The plaintiff should not yet have an order for payment of indemnity costs out of the trust fund. But nor for that matter should the defendants have access to trust funds for their costs. This is so for two principal reasons.
First, the Court's findings so far are entirely interlocutory and not final. The Court's principal judgment was based upon what the evidence appeared to establish, without the making of findings on a final basis: Hiralal v Hiralal [2013] NSWSC 984. For example, it has not yet been established that the defendants or either of them are executors de son tort in New South Wales, nor has it been established that the plaintiff should be appointed as executor ad colligenda bona. Nor has it been established that the defendants have mismanaged the trust fund in New South Wales, or indeed how large that fund is within the jurisdiction. There is too much uncertainty at the present time for the Court to make orders out of trust funds. Such orders may yet be made if the plaintiff proceeds to trial and establishes an entitlement to final relief. The Court would then have a firmer basis for deciding whether any costs orders should be made out of trust funds.
Secondly, it is not strictly accurate for the plaintiff to say she has brought these proceedings as trustee. That certainly is not the capacity, for example, in which she claims that the defendants have acted as executors de son tort. Moreover, given the structure of the deceased's will, the principal immediate benefit which is likely to flow from bringing the proceedings will be to the plaintiff herself, in her capacity as beneficiary. And in that capacity an indemnity costs order is not appropriate.
Thirdly, if the plaintiff's position is ultimately vindicated she is likely to get an order for costs out of the fund. But before such a vindication occurs, ordinarily the Court will only recognise her acts as trustee (as distinct from beneficiary) when she acts in concert with the other two trustees: Luke v South Kensington Hotel Co 1879 11 Ch Div 121 at 125. In fact, the Court's reasoning so far has looked at the plaintiff's case from her perspective as a beneficiary with complaints against the trustee. To the extent that she and the other trustees continue to disagree about the future administration of the trust and unanimity is lost a risk exists that the administration of the trust may devolve upon the Court: In the Estate of William Just, deceased (No.1) 7 SASR 508.

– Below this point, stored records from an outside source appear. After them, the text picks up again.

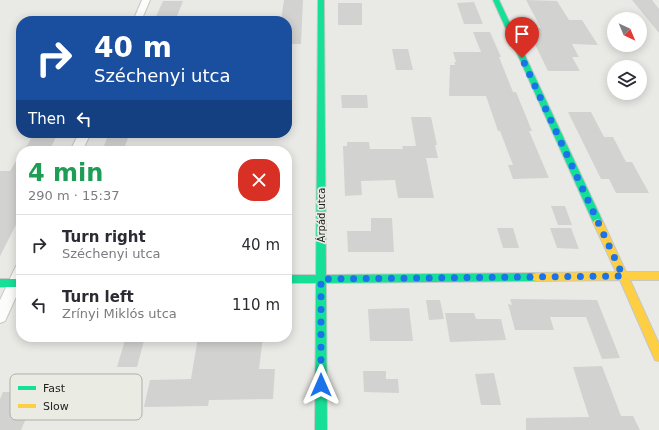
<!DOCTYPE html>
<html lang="en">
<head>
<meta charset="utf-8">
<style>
  :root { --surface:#fff; --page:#f2f2f3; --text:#2b2b33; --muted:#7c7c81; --line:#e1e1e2 }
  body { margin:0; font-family:"DejaVu Sans",sans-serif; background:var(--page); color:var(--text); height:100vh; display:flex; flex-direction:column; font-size:15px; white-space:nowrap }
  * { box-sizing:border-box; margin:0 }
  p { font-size:13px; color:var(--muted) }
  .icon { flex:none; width:22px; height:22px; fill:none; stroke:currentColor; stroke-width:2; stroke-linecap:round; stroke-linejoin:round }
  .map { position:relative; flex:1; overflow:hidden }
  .panel { position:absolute; left:16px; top:146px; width:276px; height:196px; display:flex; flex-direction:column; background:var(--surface); border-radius:16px; box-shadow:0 2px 10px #0003 }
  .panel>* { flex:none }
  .guide { position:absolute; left:16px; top:16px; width:276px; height:122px; border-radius:16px; box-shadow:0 2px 10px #0003; background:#1a4fa0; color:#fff; overflow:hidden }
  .needle { width:26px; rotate:136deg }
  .controls { position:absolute; left:607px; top:12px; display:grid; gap:8px }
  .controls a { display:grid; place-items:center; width:40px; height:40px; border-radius:50%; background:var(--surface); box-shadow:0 2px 10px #0003; font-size:20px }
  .pin { position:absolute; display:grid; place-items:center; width:34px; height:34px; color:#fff; margin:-41px -17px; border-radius:50% 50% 50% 0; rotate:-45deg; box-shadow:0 0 4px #0007 }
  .pin .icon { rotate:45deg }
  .me { position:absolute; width:44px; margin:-22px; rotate:0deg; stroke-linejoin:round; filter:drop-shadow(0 0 3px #0008) }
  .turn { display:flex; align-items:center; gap:14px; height:84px; padding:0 12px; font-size:18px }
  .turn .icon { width:52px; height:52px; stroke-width:2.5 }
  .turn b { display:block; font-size:28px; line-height:34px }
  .then { display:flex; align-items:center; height:38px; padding:0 12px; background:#0003; gap:8px; font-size:15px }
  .round { display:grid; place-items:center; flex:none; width:42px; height:42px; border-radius:16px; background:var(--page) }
  .head { display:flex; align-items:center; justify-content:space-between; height:68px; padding:0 12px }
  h1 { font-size:24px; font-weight:800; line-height:30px; color:#1e9e55 }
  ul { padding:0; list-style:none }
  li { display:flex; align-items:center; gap:12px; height:60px; padding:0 12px; border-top:1px solid var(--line) }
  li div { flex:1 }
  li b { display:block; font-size:15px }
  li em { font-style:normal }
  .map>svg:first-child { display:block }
  .building { fill:#d2d3d1 }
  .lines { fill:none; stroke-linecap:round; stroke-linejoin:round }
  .street-casing { stroke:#c7c8c4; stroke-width:2 }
  .fast-casing { stroke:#c7c8c4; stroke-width:2 }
  .slow-casing { stroke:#c7c8c4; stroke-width:2 }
  .street { fill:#fcfcfb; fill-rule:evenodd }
  .fast { fill:#16e098; fill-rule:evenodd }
  .slow { fill:#ffcf43; fill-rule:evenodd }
  .route { stroke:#1a73e8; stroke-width:7; stroke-dasharray:0 12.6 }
  .labels { text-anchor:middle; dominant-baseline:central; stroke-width:3.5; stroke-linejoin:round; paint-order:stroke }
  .street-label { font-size:10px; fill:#21221f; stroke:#eaece4 }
  .key { fill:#eaece4; stroke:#aeafa9; stroke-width:1 }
  .key-label { font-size:11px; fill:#21221f }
</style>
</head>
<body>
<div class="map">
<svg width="659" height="430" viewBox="0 0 659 430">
  <rect width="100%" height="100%" fill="#e9eae6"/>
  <g class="building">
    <polygon points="284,0 303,0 301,44 287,44 287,21 281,21"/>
    <polygon points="526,0 557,1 569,20 582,20 598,45 572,44 579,57 572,57 580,71 548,71 528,30 534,30 533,28 541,28"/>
    <polygon points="632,0 652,0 659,9 659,33"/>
    <polygon points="163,1 183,1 175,21 154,21"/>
    <polygon points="474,2 483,24 464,24 457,3"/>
    <rect x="338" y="3" width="24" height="22"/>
    <polygon points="473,32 490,32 501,57 499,57 513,92 516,92 532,131 529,131 549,178 513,179 508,165 513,165 500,131 498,131 486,96 449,96 450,65 455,65 454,62 456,62 453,52 481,52"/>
    <polygon points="392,49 408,49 413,70 396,70"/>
    <polygon points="341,95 367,95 368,108 342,108"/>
    <polygon points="568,112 591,112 604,137 613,137 626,162 632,162 649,193 616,193 609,179 601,179"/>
    <polygon points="411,117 431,117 437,145 435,145 438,158 426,158 434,198 398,198 395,180 361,181 362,195 345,196 343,146 347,146 347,142 369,142 370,149 403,149 402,146 416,146"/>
    <polygon points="34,133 58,133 49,151 24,151"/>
    <polygon points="109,133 130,133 123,151 102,151"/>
    <polygon points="21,153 21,215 0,256 0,171 10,171"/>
    <polygon points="551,206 565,206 572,225 558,225"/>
    <polygon points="371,218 392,218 394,252 348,252 347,231 371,231"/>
    <polygon points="497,228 513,228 519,248 503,248"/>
    <polygon points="550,228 571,228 579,249 557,248"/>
    <polygon points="510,299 597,300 620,358 602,359 586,317 550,317 554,330 515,330 508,304 512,305"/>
    <polygon points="426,300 440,300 444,319 429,320"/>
    <polygon points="409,308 413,341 370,341 368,309"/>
    <polygon points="445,313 474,313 476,319 501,319 506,340 450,342"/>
    <polygon points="126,337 145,337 137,367 117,367"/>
    <polygon points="198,337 263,337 259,369 275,369 273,399 209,400 208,406 144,407 150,380 191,379"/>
    <polygon points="602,366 621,416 633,416 640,430 526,430 526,418 589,417 573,367"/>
    <polygon points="363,371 386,371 386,379 398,379 399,393 364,392"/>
    <polygon points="494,373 501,405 481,405 475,374"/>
    <polygon points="3,392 58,393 51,411 29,411 21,430 0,430 0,399"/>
  </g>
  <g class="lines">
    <defs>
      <g id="street">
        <polygon points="142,0 150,0 141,21 133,21"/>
        <polygon points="79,133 91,133 82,151 70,151"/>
        <polygon points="21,264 21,286 5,321 0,323 0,300 16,266"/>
      </g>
      <g id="fast">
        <polygon points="318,0 324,0 326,275 536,273 540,274 541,277 540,280 536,281 326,283 327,430 315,430 316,283 287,283 287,275 316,275"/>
        <polygon points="493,0 499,0 603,222 601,224 595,224 593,222"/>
        <rect x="0" y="279" width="21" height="8"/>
      </g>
      <polygon id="slow" points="598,219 601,220 603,222 626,272 659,272 659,280 630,280 659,344 659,361 655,360 620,280 536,281 532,280 531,277 532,274 536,273 616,272 593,222 595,220"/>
    </defs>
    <use href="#street" class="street-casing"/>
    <use href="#fast" class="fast-casing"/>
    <use href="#slow" class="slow-casing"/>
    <use href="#street" class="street"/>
    <use href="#fast" class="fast"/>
    <use href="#slow" class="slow"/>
  </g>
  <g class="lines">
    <polyline class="route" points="321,385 321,279 623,276 522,58"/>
  </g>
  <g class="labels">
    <g class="street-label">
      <text transform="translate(321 215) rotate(-90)">Árpád utca</text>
    </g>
  </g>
  <rect x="10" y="374" width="132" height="46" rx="6" class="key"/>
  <rect x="18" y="386" width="18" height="4" fill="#16e098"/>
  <rect x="18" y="404" width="18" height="4" fill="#ffcf43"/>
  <g class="key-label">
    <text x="43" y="392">Fast</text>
    <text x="43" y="410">Slow</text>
  </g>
</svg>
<div class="controls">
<a><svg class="needle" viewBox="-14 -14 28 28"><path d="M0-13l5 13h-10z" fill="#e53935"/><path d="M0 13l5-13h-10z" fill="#7c7c81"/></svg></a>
<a><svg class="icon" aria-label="layers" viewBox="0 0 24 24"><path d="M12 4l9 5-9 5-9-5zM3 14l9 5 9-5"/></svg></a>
</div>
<div class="pin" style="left:522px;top:58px;background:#d93025"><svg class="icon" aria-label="arrive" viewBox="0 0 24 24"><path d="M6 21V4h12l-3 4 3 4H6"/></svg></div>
<svg class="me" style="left:321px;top:385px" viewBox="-20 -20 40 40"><path d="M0-17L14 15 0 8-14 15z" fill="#1a73e8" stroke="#fff" stroke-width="4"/></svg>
<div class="guide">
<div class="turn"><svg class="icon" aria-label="right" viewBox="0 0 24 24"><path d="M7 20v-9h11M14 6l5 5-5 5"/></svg><div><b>40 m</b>Széchenyi utca</div></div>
<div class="then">Then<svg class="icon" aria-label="left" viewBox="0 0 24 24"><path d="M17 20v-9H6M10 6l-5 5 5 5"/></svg></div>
</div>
<section class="panel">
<div class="head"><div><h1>4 min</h1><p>290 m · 15:37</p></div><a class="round" style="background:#d93025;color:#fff"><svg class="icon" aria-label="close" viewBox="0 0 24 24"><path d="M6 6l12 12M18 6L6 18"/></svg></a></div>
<ul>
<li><svg class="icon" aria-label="right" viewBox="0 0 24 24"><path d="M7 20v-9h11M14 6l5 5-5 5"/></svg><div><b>Turn right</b><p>Széchenyi utca</p></div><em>40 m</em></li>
<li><svg class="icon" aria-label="left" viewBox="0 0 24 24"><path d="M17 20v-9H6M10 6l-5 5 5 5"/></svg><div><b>Turn left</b><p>Zrínyi Miklós utca</p></div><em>110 m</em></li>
</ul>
</section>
</div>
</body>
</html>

But nor should the defendants have their costs out of the trust fund. Although the case is still at an early stage, the evidence shows the defendants have a case to answer as to their administration of the trust: Hiralal v Hiralal [2013] NSWSC 984 at [142] [143] [148] [163]. And authority makes clear that trustees who unsuccessfully take a position in litigation must show that it was proper to have done so before their costs come out of the fund: In Re Beddoe 1893 Ch 547 at 558. Generally, they should seek judicial advice before taking a position in litigation against a beneficiary: Macedonian Orthodox Community Church St Petka Incorporated v His Eminence Petar The Diocesan Bishop of The Macedonian Orthodox Diocese of Australia and New Zealand (2008) 237 CLR 66 at 74, [2008] HCA 42. In any event for the defendants' costs of the motion to be paid out of the trust fund their payment would have to be authorized by all three trustees.
For these reasons I decline to make all the orders the plaintiff seeks. But I leave open for subsequent consideration for the trial judge whether or not the plaintiff can have recourse to the trust fund to satisfy these costs orders. That may be a more obviously appropriate order at the end of the proceedings, than it is at this stage.
So the orders of the Court are that :
(1) The defendants pay the plaintiff's costs of the defendants' motion of 25 May 2012;
(2) The defendants may not indemnify themselves in respect of their liability to pay the costs the subject of order (1), or in respect of their own costs of the defendants' 25 May 2012 motion, out of any funds held as executors or as trustees of the estate of the late Bhagwandas Hiralal.